[Stored data entries]
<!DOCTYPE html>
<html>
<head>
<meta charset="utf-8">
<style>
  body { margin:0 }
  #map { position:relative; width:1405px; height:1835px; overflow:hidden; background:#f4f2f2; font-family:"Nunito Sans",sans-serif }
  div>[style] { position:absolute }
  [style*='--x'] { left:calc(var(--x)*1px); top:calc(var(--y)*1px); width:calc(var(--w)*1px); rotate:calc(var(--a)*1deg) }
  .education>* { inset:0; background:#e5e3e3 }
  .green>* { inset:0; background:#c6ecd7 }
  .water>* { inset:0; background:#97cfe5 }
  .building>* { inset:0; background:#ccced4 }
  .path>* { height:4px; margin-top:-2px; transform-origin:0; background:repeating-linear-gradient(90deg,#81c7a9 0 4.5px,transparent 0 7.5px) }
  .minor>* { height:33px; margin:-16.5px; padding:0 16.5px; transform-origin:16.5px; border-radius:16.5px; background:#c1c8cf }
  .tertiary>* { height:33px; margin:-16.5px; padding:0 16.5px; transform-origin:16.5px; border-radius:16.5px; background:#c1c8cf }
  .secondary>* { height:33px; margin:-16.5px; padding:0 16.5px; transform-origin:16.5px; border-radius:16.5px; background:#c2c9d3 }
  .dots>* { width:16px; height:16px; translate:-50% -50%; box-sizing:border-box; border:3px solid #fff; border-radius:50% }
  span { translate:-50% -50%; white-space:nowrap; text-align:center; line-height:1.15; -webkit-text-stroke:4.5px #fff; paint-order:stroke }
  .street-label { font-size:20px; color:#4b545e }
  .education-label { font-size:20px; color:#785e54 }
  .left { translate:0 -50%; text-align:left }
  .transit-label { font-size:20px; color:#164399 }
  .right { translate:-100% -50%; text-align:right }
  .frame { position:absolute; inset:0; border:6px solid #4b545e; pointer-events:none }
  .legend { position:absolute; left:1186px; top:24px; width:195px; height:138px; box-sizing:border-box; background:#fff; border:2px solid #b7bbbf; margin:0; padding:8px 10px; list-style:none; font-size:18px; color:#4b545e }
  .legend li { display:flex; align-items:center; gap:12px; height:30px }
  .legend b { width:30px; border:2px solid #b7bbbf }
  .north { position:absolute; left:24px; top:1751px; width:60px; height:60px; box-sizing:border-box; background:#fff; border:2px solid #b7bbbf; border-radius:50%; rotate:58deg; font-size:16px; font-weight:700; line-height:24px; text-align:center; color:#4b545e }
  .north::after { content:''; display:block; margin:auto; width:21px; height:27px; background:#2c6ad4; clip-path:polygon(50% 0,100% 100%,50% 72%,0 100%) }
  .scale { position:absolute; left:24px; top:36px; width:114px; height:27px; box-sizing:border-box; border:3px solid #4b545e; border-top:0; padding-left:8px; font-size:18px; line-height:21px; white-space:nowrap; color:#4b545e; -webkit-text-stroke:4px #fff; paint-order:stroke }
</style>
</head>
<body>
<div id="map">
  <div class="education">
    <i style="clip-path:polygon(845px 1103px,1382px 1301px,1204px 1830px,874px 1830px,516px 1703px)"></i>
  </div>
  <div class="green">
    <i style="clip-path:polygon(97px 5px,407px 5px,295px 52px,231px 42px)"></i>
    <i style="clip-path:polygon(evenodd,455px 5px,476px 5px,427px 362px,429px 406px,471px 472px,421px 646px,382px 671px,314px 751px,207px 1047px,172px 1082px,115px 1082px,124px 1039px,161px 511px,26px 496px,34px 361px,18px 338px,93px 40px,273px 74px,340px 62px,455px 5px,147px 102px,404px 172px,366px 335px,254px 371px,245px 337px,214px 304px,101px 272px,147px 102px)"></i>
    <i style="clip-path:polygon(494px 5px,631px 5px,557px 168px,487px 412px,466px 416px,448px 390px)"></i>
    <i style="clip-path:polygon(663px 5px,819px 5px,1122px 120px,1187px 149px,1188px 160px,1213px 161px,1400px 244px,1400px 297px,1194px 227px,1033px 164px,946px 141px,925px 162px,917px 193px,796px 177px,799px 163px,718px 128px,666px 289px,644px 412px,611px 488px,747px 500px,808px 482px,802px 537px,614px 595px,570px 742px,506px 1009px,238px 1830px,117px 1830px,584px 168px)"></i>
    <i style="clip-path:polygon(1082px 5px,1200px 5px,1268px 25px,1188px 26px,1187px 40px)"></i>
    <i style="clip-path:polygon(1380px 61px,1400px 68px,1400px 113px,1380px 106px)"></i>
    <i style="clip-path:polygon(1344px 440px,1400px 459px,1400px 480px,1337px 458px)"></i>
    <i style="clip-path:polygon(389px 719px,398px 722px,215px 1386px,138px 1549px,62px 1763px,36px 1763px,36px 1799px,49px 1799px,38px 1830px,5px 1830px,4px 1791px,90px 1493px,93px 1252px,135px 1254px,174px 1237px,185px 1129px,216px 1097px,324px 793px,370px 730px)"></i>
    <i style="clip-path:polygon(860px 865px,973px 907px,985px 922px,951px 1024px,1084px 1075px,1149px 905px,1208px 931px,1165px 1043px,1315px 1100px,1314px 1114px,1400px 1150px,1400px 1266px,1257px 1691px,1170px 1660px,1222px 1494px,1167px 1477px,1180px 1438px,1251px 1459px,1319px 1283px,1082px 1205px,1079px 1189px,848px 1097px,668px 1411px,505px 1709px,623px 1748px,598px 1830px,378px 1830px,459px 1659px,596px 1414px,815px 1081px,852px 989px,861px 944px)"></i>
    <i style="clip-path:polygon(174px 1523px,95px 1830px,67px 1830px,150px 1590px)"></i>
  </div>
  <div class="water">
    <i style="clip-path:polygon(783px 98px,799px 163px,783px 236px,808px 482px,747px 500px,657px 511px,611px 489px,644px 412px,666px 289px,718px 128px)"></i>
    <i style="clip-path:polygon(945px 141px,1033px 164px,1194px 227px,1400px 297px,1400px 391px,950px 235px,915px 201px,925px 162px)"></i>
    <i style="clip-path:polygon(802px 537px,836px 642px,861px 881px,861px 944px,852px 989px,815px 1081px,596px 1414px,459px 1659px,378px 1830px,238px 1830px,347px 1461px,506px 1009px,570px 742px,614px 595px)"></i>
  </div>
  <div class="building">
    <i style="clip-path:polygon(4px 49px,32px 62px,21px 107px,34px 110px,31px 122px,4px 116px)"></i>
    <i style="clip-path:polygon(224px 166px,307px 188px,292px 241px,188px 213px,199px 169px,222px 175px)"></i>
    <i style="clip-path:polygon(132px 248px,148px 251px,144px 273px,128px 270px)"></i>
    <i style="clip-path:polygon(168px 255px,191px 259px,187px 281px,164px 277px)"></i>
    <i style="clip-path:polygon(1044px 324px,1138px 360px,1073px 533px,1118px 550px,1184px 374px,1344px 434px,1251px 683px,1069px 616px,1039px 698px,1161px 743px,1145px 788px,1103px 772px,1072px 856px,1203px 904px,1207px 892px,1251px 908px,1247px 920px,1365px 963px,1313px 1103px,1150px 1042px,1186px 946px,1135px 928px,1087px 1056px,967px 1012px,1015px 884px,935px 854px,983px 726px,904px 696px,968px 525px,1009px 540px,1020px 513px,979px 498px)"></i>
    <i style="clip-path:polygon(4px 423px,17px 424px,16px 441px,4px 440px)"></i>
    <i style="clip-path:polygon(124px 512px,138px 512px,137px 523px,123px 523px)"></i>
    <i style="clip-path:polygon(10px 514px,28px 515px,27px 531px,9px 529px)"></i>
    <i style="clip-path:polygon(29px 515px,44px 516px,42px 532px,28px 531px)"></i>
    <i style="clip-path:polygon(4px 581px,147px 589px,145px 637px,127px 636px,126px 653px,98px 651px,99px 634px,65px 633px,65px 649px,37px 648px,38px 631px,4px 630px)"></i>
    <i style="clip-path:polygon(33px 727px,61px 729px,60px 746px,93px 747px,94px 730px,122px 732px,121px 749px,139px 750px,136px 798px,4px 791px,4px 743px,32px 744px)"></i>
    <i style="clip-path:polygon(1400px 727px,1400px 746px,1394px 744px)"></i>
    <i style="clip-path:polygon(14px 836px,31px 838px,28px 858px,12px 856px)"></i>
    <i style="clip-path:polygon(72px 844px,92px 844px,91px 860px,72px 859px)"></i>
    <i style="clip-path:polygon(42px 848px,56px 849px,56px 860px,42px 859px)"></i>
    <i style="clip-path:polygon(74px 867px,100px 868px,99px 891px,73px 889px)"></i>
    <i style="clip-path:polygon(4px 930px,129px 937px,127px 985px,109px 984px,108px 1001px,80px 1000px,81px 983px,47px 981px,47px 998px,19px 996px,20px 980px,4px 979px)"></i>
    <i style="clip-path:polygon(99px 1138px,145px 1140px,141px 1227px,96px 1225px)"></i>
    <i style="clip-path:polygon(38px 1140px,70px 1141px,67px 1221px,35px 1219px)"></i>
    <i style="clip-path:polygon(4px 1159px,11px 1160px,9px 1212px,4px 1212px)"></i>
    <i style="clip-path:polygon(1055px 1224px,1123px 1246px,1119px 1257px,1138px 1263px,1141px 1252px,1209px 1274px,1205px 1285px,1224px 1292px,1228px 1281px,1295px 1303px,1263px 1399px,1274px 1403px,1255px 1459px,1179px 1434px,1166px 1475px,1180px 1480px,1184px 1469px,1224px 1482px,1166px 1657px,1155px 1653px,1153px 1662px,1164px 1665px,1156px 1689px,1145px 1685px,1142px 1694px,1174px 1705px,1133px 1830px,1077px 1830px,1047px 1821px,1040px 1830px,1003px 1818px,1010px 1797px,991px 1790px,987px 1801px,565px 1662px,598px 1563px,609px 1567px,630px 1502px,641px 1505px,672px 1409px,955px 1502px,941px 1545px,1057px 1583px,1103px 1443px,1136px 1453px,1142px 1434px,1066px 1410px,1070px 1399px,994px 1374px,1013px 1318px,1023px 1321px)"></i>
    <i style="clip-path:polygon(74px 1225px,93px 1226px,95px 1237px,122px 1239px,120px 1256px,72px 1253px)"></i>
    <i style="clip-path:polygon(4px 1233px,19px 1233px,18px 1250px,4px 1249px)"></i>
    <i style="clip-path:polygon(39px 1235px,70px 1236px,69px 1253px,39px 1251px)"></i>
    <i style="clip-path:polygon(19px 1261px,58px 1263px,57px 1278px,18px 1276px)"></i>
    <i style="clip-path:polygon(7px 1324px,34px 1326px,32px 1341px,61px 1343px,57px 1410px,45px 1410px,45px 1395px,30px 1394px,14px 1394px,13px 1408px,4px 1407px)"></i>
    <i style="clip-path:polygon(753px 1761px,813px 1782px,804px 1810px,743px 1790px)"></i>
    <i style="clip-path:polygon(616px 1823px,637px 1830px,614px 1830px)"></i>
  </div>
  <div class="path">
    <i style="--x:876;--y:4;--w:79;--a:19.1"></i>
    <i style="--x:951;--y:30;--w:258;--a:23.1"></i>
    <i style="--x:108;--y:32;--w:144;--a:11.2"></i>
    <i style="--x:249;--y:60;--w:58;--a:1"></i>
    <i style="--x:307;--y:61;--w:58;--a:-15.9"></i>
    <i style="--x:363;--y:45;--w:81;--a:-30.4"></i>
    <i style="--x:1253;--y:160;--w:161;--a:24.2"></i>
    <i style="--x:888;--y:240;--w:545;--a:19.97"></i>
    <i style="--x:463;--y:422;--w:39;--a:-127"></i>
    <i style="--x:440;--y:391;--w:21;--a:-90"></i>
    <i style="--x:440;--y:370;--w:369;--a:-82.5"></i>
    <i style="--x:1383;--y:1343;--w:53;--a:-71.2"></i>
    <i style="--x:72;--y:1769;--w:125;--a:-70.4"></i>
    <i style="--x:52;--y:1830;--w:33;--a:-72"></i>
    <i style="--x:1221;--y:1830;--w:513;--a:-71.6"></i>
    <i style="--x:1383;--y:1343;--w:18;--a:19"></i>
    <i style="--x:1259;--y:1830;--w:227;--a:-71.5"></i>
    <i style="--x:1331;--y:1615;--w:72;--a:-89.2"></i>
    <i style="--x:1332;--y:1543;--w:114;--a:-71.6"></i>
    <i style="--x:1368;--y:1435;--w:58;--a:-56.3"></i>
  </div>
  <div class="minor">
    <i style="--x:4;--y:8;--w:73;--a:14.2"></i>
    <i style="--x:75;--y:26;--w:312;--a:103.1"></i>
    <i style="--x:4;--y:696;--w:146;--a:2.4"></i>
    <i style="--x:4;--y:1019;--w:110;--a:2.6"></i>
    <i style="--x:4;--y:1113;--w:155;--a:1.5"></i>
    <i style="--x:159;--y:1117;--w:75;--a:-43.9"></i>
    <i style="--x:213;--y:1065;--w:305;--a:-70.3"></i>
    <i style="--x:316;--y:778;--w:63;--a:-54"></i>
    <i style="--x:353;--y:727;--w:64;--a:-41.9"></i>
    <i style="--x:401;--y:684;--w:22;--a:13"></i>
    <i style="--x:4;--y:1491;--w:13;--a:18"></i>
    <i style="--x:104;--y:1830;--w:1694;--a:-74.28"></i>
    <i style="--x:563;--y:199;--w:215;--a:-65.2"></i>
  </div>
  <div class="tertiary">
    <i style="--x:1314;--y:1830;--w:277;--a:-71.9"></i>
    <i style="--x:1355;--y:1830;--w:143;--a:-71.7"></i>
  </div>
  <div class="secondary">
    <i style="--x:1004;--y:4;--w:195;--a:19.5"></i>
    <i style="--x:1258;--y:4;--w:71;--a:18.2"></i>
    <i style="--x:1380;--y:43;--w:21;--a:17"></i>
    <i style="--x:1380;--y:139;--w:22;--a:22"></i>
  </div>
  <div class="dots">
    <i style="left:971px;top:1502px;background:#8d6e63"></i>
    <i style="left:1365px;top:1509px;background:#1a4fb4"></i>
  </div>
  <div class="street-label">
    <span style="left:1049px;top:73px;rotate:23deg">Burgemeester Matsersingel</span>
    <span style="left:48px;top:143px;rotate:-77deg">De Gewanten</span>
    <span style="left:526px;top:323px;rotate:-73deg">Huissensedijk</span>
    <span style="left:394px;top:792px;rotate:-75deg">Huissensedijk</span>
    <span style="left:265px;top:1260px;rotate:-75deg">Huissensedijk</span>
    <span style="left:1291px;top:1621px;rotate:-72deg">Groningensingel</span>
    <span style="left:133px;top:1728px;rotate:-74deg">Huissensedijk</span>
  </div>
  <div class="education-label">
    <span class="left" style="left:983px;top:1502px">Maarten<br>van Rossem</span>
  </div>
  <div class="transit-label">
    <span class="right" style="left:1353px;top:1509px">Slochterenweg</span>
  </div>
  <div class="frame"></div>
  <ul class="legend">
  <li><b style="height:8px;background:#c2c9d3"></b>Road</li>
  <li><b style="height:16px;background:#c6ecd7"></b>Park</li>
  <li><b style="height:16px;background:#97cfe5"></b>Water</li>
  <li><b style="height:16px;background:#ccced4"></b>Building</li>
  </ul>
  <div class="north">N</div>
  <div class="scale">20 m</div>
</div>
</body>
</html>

## [Exercise details]
Give again, exactly as written, the lines running from the first line of the data above through the line that contains "width:16px; height:16px; translate:-50%".

## [Final answer]
<!DOCTYPE html>
<html>
<head>
<meta charset="utf-8">
<style>
  body { margin:0 }
  #map { position:relative; width:1405px; height:1835px; overflow:hidden; background:#f4f2f2; font-family:"Nunito Sans",sans-serif }
  div>[style] { position:absolute }
  [style*='--x'] { left:calc(var(--x)*1px); top:calc(var(--y)*1px); width:calc(var(--w)*1px); rotate:calc(var(--a)*1deg) }
  .education>* { inset:0; background:#e5e3e3 }
  .green>* { inset:0; background:#c6ecd7 }
  .water>* { inset:0; background:#97cfe5 }
  .building>* { inset:0; background:#ccced4 }
  .path>* { height:4px; margin-top:-2px; transform-origin:0; background:repeating-linear-gradient(90deg,#81c7a9 0 4.5px,transparent 0 7.5px) }
  .minor>* { height:33px; margin:-16.5px; padding:0 16.5px; transform-origin:16.5px; border-radius:16.5px; background:#c1c8cf }
  .tertiary>* { height:33px; margin:-16.5px; padding:0 16.5px; transform-origin:16.5px; border-radius:16.5px; background:#c1c8cf }
  .secondary>* { height:33px; margin:-16.5px; padding:0 16.5px; transform-origin:16.5px; border-radius:16.5px; background:#c2c9d3 }
  .dots>* { width:16px; height:16px; translate:-50% -50%; box-sizing:border-box; border:3px solid #fff; border-radius:50% }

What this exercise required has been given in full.